Flexible pavement is a composite material that consists of a mixture of aggregate, sand, bitumen, and filler material which provides a road surface with sufficient skid resistance and function to disseminate vehicle load to the subgrade and at the same time has a long life expectancy without the need for frequent maintenance. Pavement is designed with regard to major aspects, namely, the thickness, strength, resistance to surface water, and texture of the surface, to ensure that it can work properly. The objectives of pavement design generally involve the selection of building materials and ensuring that the thickness of each layer is correct to ensure that the flexible pavement layer is able to protect the subgrade from the impact of the traffic load .
However, the quality of flexible pavement decreases over time and depends on the quality of the materials used, the environmental conditions, and the traffic load exerted. Increased traffic load on old road infrastructure will result in a decrease in the thickness of the flexible pavement, shortening its lifespan . Therefore, the exact thickness of each layer should also be emphasized in order to avoid damage occurring to the pavement as a result of the traffic load and the environment. The main aspects that need to be considered in road pavement management systems are an assessment of the current stiffness and the predicted pavement strength in the future . The strength of flexible pavement can be determined by the elastic modulus parameter; this parameter is significant in predicting and evaluating the performance of flexible pavement when static and repetitive traffic loads are applied .

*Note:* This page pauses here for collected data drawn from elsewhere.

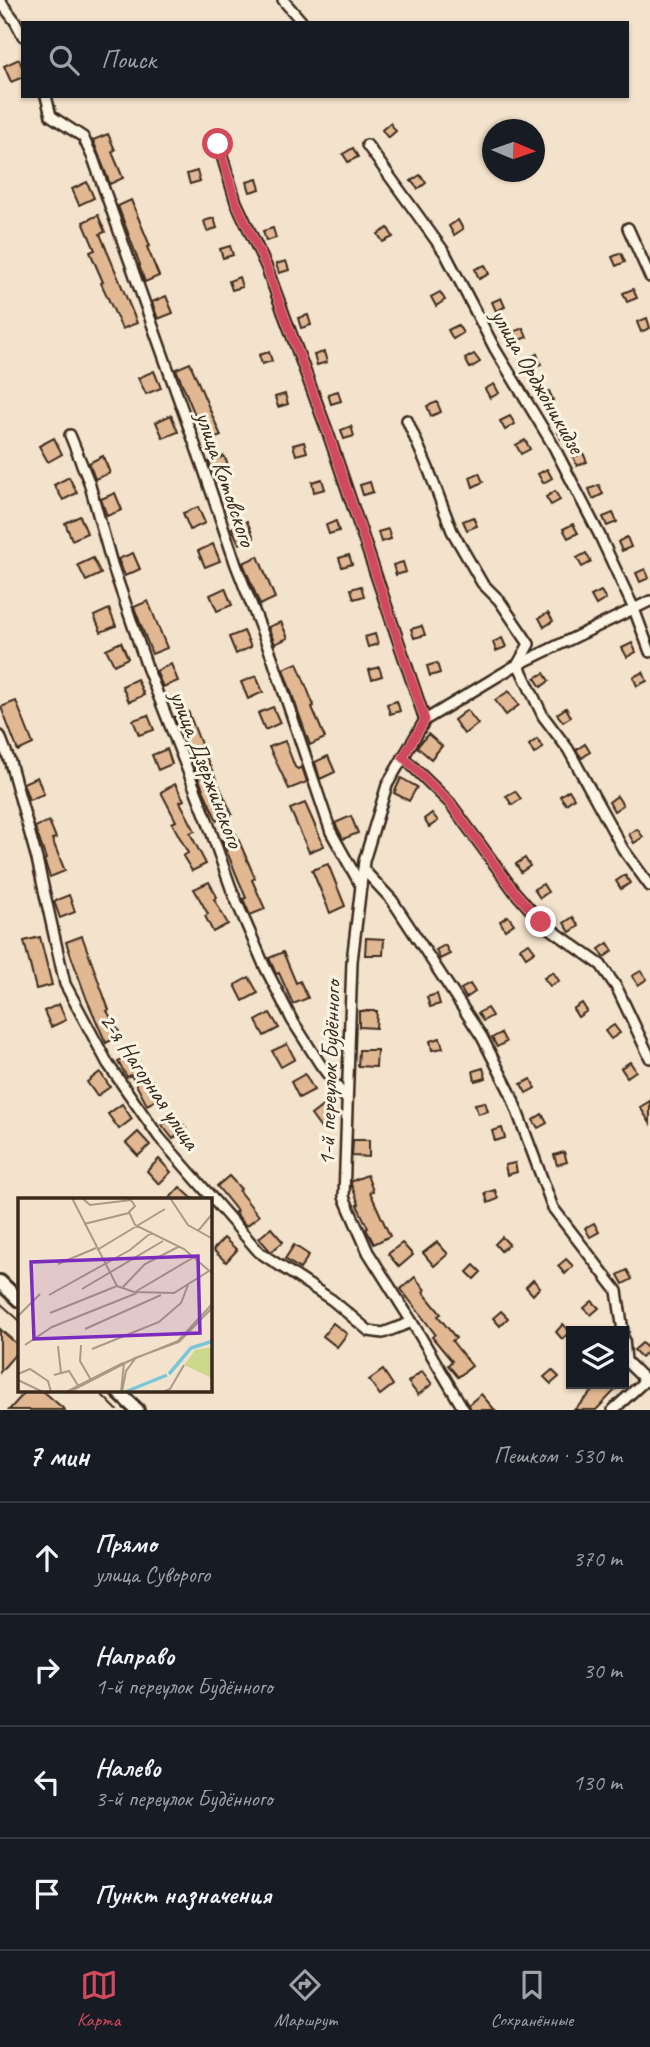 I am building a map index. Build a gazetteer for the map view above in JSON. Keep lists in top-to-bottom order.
{
  "streets": {
    "street": [
      "улица Орджоникидзе",
      "улица Котовского",
      "улица Дзержинского",
      "1-й переулок Будённого",
      "2-я Нагорная улица"
    ]
  },
  "crossings": [
    ["улица Котовского", "1-й переулок Будённого"],
    ["улица Дзержинского", "1-й переулок Будённого"],
    ["1-й переулок Будённого", "2-я Нагорная улица"]
  ],
  "north": "right",
  "page": {
    "search": "Поиск",
    "heading": ["7 мин", "Пешком · 530 m"],
    "list": [
      ["Прямо", "улица Суворого", "370 m"],
      ["Направо", "1-й переулок Будённого", "30 m"],
      ["Налево", "3-й переулок Будённого", "130 m"],
      "Пункт назначения"
    ],
    "nav": ["Карта", "Маршрут", "Сохранённые"]
  }
} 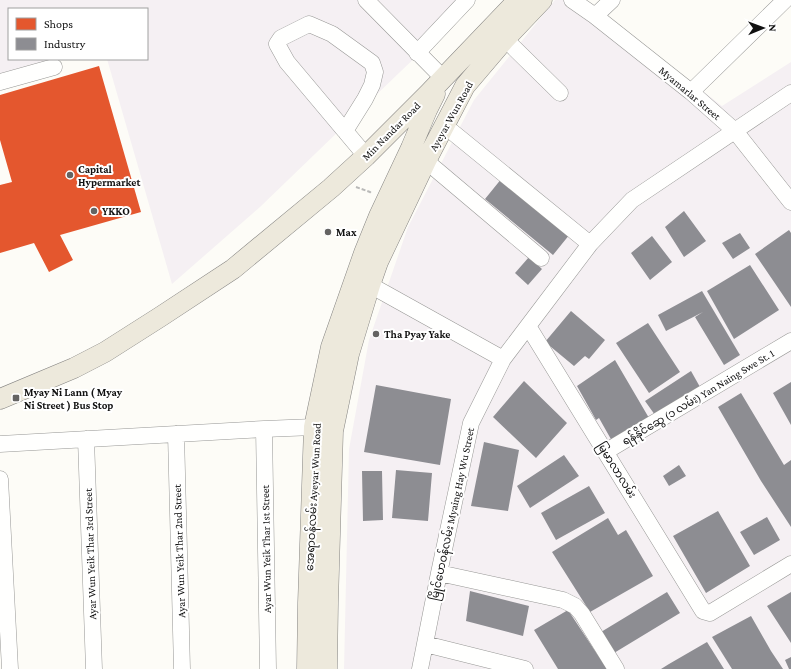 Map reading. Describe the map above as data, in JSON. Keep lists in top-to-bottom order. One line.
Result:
{"streets":{"main road":["Ayeyar Wun Road","Min Nandar Road","အေရာဝန်လမ်း Ayeyar Wun Road"],"street":["Myamarlar Street","ရန်နိုင်ဆွေ (၁ လမ်း) Yan Naing Swe St. 1","မြမာလာလမ်း","မြိုင်ဟေဝန်လမ်း Myaing Hay Wu Street","Ayar Wun Yeik Thar 1st Street","Ayar Wun Yeik Thar 2nd Street","Ayar Wun Yeik Thar 3rd Street"]},"crossings":[["Myamarlar Street","မြိုင်ဟေဝန်လမ်း Myaing Hay Wu Street"],["Ayeyar Wun Road","Min Nandar Road"],["Ayeyar Wun Road","အေရာဝန်လမ်း Ayeyar Wun Road"],["ရန်နိုင်ဆွေ (၁ လမ်း) Yan Naing Swe St. 1","မြမာလာလမ်း"],["မြမာလာလမ်း","မြိုင်ဟေဝန်လမ်း Myaing Hay Wu Street"]],"places":{"other":["Capital Hypermarket","YKKO","Max","Tha Pyay Yake"],"transit":["Myay Ni Lann ( Myay Ni Street ) Bus Stop"]},"legend":["Shops","Industry"],"north":"right"} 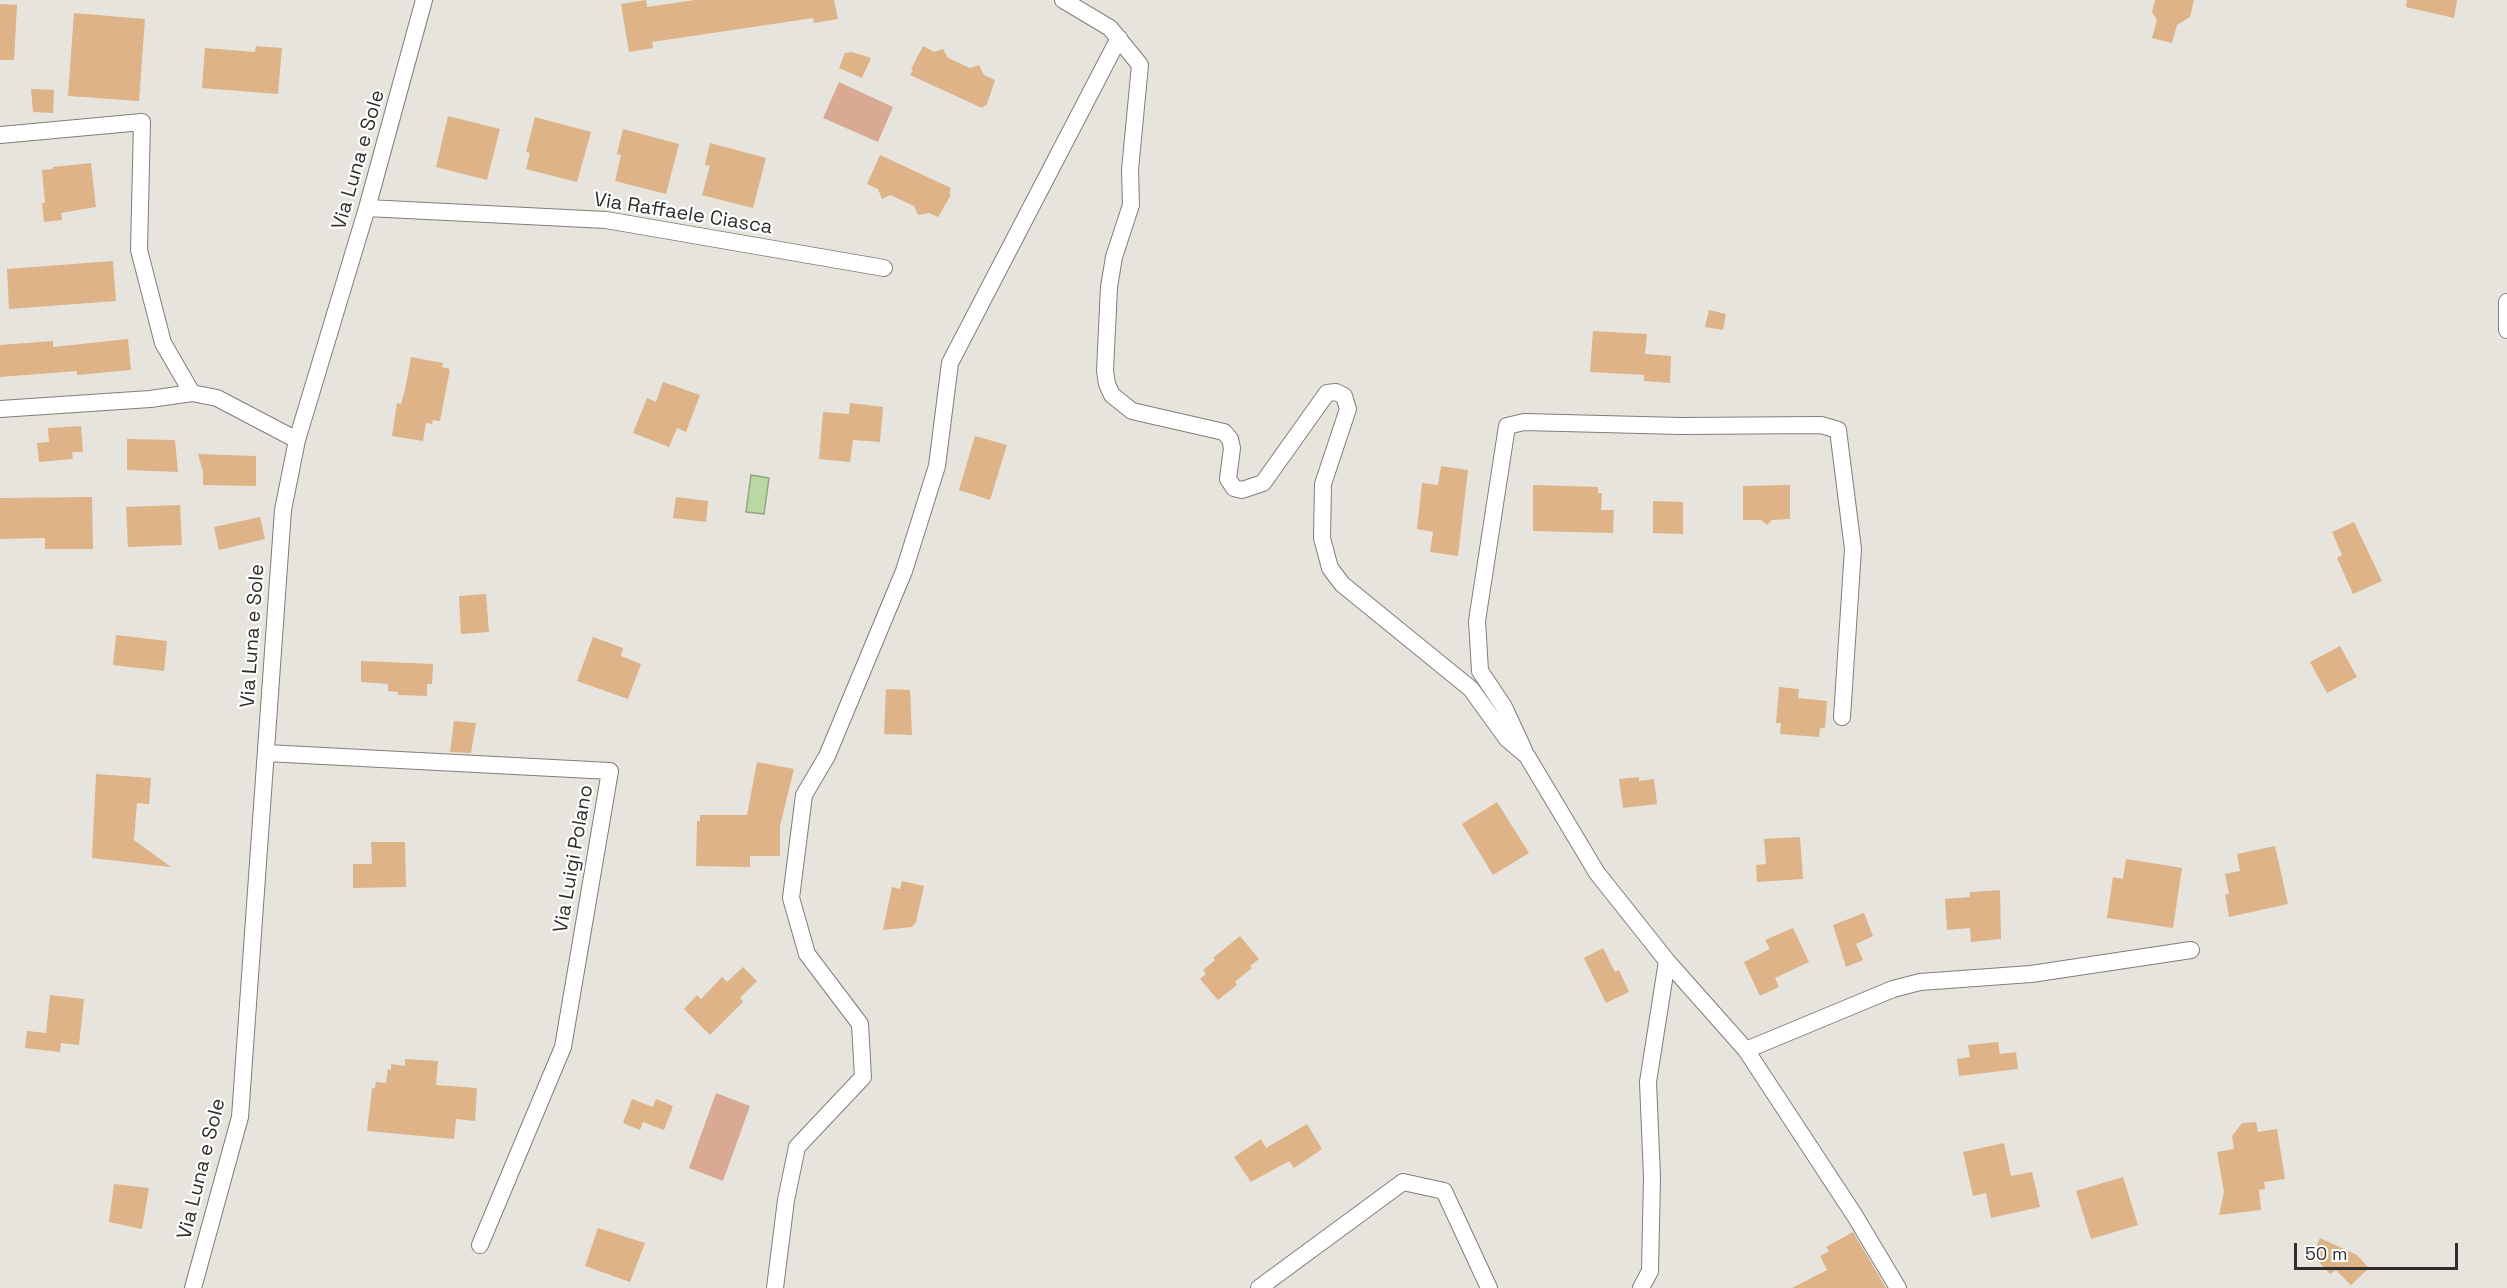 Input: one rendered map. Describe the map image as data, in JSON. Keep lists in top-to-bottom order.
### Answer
{
  "streets": {
    "street": ["Via Luna e Sole", "Via Raffaele Ciasca", "Via Luigi Polano"]
  },
  "crossings": [
    ["Via Luna e Sole", "Via Raffaele Ciasca"],
    ["Via Luna e Sole", "Via Luigi Polano"]
  ],
  "scale_bar": "50 m"
}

In general, falling weight deflectometer (FWD) is widely used equipment or tool to identify stiffness of the pavement system. The FWD is an experimental method of nondestructive test (NDT) which imposes an impulse load on the pavement surface through a circular steel plate where the stiffness of pavement layers system was evaluated by measuring maximum dynamic displacements. The FWD data contains environmental data, layer thickness, material response functions, and traffic load information. This testing tool is widely used as it is easily performed with good and efficient results. Meanwhile, ground penetrating radar (GPR) is another tool that can be used for measuring pavement thickness. To capture the pavement layer systems, a survey vehicle was used to place an antenna that received short pulses of electromagnetic energy from the pavement. The series of pulse will form a radar waveform that contains a record of the properties and thickness of the pavement layers system. This tool is accurate and nondestructive technique for evaluation of pavement layers system.
Recently, Joh et al.  developed a new tool, known as a pavement integrity scanner (PiScanner), to evaluate the stiffness for pavement layers system and, at the same time, the thickness of the pavement can be identified. In this study, the enhanced resonance search (ERS) method was used to determine the thickness and stiffness of the asphalt surface layer by using PiScanner. The PiScanner based on the ERS method has been tested earlier on rigid pavement structures; however, the applicability of this equipment for flexible pavement has yet to be investigated. Therefore, this study is conducted to identify the effectiveness of the PiScanner on flexible pavement in determining the thickness of the existing pavement system. The stiffness of the flexible pavement also will be determined, based on the theory of elasticity. However, the evaluation of flexible pavement structure will concentrate only on the asphalt surface layer, which is a combination of the wearing and binder courses.
2. Enhanced Resonance Search (ERS) Method
The thickness of the asphalt layer was determined using the ERS method. This method is a combination of the SASW and resonance method, whereby SASW determines the shear wave velocity profile and the thickness of the asphalt is determined using a resonance search [5, 6]. Due to the inadequacy of measuring the pavement layer thickness by SASW, a resonance search of the pavement layer is used to ensure that the thickness of the pavement layer is determined accurately. SASW is used to evaluate the strength of the pavement system and concrete structure using surface wave velocity to determine the elastic properties of the material . This method is also able to determine the elastic modulus and thickness of a layered system by fully utilising the advantages of surface waves .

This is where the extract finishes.